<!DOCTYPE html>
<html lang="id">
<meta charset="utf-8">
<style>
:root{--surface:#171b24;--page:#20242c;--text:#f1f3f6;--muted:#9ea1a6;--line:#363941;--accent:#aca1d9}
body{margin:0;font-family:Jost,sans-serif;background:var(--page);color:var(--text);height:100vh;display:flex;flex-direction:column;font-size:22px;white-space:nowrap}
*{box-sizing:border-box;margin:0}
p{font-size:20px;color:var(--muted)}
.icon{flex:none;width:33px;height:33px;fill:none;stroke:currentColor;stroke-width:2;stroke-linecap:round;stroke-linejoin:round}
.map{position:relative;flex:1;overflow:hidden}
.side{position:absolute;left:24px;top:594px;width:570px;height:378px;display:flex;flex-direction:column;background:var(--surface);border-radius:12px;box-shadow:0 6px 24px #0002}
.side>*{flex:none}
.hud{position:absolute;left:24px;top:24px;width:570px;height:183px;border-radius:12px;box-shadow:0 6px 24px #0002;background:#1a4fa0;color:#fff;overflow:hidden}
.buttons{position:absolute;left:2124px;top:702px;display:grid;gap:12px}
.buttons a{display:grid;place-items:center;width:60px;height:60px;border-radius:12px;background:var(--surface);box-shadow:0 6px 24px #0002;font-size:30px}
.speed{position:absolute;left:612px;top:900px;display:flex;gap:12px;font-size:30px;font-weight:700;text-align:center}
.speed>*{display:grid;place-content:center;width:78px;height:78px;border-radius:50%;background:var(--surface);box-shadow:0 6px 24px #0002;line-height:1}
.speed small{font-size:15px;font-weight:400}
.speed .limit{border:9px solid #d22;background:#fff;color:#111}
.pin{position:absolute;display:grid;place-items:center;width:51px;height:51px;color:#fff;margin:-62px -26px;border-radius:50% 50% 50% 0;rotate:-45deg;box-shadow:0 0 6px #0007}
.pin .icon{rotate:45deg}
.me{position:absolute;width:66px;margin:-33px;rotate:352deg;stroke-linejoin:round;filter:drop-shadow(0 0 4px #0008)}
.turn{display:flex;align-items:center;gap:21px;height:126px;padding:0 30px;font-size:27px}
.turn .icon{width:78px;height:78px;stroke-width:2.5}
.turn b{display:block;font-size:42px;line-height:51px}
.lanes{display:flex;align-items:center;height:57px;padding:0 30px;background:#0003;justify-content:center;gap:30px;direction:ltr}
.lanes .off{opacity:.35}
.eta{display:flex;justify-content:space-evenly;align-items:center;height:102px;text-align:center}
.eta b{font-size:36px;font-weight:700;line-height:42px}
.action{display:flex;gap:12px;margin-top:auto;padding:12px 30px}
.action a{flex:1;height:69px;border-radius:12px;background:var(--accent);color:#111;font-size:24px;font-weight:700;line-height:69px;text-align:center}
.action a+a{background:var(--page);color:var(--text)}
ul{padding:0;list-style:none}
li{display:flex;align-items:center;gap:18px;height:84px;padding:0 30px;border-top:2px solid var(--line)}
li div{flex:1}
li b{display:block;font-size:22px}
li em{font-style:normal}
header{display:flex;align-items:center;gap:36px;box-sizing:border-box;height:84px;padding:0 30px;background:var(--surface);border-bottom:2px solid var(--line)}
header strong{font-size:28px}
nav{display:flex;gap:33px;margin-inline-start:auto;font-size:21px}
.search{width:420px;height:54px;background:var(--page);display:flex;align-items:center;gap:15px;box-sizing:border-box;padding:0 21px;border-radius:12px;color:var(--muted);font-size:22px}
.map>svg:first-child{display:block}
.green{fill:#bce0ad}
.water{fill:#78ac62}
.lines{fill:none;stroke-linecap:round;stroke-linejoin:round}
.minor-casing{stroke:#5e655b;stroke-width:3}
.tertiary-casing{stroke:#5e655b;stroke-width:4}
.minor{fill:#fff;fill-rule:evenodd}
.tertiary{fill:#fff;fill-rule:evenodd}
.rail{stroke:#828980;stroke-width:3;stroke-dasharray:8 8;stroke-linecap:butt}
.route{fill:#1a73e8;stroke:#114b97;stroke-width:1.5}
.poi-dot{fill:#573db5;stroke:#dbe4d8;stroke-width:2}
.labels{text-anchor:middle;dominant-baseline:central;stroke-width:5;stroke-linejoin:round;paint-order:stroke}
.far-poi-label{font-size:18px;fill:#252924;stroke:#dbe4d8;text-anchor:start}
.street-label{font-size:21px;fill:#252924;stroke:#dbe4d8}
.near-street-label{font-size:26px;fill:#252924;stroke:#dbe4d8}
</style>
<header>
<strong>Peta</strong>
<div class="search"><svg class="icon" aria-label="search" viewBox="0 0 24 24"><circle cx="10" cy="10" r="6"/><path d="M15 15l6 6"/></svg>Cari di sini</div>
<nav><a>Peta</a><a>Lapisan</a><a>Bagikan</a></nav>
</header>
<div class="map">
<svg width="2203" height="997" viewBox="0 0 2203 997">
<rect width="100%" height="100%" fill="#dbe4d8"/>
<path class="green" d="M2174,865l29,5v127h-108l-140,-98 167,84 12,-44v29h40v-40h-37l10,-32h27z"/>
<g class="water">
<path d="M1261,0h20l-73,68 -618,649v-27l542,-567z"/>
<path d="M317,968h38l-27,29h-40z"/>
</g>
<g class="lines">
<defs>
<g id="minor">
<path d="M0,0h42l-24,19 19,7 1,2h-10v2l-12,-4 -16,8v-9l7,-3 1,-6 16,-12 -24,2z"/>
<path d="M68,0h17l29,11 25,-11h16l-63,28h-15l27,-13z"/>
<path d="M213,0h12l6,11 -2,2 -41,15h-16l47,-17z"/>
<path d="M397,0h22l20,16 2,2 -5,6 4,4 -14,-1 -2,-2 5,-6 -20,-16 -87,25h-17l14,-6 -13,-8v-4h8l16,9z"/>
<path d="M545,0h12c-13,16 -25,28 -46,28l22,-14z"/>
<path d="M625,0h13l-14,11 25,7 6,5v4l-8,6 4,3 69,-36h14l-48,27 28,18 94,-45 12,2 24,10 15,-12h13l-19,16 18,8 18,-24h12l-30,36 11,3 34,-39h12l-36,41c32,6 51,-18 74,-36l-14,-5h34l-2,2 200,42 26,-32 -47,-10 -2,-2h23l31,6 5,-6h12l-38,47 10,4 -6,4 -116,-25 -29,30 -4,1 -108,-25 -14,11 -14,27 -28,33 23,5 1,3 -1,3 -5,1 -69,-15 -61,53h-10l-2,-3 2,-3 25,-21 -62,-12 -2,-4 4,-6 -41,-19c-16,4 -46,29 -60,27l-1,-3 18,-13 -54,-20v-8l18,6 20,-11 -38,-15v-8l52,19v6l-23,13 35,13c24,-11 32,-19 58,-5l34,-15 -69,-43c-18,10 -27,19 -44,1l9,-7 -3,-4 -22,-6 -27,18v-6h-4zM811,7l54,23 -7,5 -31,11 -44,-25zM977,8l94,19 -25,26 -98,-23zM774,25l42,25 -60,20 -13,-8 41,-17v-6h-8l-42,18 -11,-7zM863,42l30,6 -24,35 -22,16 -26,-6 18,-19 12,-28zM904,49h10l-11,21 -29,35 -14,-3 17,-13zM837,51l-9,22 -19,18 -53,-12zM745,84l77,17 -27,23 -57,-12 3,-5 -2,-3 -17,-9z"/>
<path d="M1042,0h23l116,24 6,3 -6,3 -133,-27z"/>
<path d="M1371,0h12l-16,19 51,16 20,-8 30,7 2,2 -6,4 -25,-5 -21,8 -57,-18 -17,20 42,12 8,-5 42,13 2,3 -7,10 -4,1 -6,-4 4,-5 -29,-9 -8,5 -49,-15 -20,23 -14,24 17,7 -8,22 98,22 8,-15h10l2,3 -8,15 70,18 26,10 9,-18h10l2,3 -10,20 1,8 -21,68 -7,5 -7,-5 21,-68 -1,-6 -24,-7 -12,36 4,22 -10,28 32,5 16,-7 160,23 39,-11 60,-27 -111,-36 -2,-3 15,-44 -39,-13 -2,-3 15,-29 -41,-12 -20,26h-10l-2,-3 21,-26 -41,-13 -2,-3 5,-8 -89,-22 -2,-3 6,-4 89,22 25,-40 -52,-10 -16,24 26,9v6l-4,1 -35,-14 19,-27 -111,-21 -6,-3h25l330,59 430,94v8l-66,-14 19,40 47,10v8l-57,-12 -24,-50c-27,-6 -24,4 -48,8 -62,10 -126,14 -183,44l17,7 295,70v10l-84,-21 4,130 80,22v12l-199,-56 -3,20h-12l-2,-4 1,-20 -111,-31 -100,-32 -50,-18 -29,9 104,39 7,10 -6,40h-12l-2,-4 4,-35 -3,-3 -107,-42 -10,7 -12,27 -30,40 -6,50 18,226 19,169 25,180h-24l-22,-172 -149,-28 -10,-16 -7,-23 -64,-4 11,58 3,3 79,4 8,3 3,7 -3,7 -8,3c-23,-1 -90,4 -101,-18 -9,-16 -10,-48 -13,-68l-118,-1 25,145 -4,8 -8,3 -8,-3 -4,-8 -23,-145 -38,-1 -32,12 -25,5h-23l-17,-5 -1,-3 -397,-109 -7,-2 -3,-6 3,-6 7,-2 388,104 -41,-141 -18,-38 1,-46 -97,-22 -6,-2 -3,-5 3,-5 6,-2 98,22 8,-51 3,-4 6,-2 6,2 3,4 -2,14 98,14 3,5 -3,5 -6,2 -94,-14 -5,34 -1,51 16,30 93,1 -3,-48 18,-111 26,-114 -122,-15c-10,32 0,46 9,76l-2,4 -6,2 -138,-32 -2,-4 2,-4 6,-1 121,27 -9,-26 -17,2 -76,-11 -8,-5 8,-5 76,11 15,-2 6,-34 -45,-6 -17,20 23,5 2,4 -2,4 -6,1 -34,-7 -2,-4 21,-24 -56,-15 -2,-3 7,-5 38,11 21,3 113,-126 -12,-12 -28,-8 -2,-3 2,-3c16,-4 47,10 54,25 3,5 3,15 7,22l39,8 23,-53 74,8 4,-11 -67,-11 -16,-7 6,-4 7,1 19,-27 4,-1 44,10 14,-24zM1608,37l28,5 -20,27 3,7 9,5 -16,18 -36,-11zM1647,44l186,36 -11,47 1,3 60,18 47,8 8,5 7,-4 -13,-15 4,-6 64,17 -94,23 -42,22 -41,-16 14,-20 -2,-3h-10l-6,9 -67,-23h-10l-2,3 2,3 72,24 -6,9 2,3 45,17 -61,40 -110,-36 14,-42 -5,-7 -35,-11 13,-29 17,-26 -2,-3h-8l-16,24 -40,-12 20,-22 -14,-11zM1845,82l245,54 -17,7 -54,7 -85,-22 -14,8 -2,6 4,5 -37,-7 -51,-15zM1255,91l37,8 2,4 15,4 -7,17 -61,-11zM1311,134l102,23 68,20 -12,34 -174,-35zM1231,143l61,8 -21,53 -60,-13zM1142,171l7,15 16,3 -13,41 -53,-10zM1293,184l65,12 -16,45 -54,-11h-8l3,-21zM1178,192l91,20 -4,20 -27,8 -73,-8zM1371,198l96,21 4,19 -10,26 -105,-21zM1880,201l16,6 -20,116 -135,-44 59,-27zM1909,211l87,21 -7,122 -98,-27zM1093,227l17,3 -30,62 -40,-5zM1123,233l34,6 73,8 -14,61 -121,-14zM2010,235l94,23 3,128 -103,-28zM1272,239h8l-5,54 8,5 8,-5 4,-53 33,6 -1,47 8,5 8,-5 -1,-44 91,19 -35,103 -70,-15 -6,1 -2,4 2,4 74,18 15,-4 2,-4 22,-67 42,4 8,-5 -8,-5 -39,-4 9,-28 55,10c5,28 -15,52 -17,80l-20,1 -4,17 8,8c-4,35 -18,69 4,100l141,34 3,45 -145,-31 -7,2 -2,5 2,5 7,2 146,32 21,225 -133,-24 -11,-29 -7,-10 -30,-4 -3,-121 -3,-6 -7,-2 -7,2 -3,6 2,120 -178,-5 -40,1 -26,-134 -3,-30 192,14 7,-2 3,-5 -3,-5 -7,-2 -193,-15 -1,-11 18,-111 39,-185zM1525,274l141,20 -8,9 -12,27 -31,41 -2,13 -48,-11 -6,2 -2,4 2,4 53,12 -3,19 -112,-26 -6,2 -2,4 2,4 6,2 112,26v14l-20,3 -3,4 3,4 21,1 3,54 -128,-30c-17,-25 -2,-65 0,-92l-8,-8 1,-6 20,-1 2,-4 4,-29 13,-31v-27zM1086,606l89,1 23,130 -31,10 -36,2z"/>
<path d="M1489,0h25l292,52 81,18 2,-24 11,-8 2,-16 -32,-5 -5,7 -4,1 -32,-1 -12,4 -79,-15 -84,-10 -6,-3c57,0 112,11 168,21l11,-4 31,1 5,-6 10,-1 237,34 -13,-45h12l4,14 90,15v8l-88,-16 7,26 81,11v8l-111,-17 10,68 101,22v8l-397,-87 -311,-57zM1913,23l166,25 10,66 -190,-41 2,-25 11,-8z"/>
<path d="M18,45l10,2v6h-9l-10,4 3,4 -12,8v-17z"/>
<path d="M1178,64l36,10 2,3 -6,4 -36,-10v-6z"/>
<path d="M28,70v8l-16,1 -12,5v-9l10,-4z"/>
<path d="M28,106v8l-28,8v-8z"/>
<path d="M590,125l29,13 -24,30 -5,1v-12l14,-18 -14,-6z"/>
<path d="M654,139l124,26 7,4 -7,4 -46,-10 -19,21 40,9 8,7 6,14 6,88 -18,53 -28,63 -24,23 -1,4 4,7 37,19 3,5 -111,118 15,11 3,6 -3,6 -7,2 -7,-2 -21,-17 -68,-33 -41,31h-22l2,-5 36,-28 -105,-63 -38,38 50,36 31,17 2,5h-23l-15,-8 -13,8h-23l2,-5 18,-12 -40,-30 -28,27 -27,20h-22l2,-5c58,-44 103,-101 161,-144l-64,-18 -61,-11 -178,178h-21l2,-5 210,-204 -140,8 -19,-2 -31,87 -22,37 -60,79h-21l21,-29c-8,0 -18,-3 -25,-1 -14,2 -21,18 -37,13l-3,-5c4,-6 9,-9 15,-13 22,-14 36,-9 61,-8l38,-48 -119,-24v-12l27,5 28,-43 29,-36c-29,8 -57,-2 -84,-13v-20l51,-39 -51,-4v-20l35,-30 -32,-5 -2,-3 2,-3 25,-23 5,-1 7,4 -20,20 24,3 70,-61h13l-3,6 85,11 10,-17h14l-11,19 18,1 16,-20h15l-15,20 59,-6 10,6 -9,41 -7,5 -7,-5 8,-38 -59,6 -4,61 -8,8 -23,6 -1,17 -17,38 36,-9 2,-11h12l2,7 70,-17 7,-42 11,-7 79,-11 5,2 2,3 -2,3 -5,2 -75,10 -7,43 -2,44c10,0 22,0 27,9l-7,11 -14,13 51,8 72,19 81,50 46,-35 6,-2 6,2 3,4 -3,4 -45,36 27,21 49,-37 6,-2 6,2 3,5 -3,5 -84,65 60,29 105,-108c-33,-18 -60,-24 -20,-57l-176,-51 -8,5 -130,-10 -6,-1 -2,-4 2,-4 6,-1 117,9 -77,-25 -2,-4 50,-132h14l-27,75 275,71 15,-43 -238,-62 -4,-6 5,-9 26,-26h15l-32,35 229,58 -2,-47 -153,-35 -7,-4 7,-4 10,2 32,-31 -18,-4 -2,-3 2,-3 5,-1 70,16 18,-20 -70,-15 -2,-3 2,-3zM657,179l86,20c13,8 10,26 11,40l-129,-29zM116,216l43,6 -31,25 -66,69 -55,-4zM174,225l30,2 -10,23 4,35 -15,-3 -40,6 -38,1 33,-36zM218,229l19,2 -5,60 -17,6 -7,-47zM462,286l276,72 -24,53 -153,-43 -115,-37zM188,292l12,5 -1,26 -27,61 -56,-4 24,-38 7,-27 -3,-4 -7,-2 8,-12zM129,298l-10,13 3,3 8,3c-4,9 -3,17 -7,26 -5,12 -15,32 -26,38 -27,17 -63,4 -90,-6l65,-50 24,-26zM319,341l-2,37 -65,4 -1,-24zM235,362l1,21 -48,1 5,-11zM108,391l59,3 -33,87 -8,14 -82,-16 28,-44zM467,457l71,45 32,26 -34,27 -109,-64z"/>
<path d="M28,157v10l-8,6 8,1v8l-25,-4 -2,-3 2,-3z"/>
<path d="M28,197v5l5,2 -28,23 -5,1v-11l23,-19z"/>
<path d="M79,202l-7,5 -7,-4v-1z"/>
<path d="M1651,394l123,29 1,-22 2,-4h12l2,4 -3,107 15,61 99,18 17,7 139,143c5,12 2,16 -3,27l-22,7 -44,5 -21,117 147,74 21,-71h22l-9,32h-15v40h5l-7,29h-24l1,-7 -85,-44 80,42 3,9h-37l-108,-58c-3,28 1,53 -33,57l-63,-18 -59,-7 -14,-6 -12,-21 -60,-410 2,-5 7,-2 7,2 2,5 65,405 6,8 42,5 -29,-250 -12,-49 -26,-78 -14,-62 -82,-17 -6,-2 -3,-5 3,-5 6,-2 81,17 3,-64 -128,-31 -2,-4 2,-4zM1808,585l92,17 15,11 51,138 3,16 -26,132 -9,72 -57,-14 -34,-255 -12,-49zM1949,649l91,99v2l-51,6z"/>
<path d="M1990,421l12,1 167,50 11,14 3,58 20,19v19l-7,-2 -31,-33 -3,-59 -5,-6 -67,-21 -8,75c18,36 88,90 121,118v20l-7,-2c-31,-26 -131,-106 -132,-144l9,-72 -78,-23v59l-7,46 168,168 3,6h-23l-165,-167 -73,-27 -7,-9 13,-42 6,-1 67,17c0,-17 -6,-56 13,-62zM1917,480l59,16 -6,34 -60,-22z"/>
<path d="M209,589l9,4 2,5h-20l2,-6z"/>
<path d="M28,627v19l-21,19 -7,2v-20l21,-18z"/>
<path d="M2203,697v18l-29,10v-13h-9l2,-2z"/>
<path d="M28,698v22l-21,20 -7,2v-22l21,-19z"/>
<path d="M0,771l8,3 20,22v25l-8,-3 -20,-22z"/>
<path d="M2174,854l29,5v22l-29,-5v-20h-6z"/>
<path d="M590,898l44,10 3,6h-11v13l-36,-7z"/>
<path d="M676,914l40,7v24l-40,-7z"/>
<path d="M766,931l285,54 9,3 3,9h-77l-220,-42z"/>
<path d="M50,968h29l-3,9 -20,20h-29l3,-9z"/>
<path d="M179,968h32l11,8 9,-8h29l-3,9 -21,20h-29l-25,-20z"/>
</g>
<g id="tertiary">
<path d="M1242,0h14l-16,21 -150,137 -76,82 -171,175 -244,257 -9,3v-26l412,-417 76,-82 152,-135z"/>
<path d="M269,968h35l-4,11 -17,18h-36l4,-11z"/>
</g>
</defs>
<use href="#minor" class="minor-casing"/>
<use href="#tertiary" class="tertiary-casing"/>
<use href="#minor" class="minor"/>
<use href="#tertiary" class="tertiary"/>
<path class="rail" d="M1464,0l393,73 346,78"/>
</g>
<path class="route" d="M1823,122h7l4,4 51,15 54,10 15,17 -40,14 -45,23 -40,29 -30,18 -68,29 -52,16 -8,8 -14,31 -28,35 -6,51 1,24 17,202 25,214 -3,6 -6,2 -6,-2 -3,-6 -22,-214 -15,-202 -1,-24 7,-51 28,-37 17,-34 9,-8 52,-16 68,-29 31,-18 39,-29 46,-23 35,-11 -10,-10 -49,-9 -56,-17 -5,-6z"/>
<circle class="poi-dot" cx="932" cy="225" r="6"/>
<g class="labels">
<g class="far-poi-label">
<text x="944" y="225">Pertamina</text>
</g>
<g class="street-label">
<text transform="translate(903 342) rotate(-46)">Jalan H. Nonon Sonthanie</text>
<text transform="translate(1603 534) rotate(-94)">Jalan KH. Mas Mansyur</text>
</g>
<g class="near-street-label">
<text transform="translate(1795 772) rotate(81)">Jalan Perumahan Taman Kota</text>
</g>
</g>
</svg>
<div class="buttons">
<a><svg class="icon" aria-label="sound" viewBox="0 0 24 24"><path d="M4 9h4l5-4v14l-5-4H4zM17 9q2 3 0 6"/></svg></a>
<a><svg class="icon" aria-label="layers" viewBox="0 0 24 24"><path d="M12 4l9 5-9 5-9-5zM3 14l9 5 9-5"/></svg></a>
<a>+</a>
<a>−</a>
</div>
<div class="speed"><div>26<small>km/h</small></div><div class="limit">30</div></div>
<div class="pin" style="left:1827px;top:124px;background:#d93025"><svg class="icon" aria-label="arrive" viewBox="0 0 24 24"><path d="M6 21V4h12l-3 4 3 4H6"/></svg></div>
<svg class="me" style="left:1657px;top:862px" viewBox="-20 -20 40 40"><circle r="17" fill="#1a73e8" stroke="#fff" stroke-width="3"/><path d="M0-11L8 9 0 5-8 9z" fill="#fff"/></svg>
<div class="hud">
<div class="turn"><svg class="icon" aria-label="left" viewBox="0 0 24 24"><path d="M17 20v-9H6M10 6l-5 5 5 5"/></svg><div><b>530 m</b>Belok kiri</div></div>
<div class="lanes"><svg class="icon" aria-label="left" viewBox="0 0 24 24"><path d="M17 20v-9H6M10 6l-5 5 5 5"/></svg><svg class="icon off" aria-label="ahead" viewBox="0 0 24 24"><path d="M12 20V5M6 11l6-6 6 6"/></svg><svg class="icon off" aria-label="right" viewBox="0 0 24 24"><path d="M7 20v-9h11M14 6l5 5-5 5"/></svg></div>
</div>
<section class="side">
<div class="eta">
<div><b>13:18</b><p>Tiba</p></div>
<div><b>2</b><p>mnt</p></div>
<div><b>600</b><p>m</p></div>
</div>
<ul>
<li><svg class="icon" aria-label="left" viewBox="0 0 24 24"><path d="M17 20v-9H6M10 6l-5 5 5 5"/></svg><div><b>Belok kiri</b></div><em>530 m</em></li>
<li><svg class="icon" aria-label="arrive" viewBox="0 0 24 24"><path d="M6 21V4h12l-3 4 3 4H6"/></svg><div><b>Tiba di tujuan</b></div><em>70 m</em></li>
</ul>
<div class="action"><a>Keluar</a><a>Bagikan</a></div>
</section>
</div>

--------------------------------------------------

* **WORK ITEM**: Wherever the string "lines" appears in a line of the records above, copy that line.

* **ANSWER SPACE**:
.lines{fill:none;stroke-linecap:round;stroke-linejoin:round}
<g class="lines">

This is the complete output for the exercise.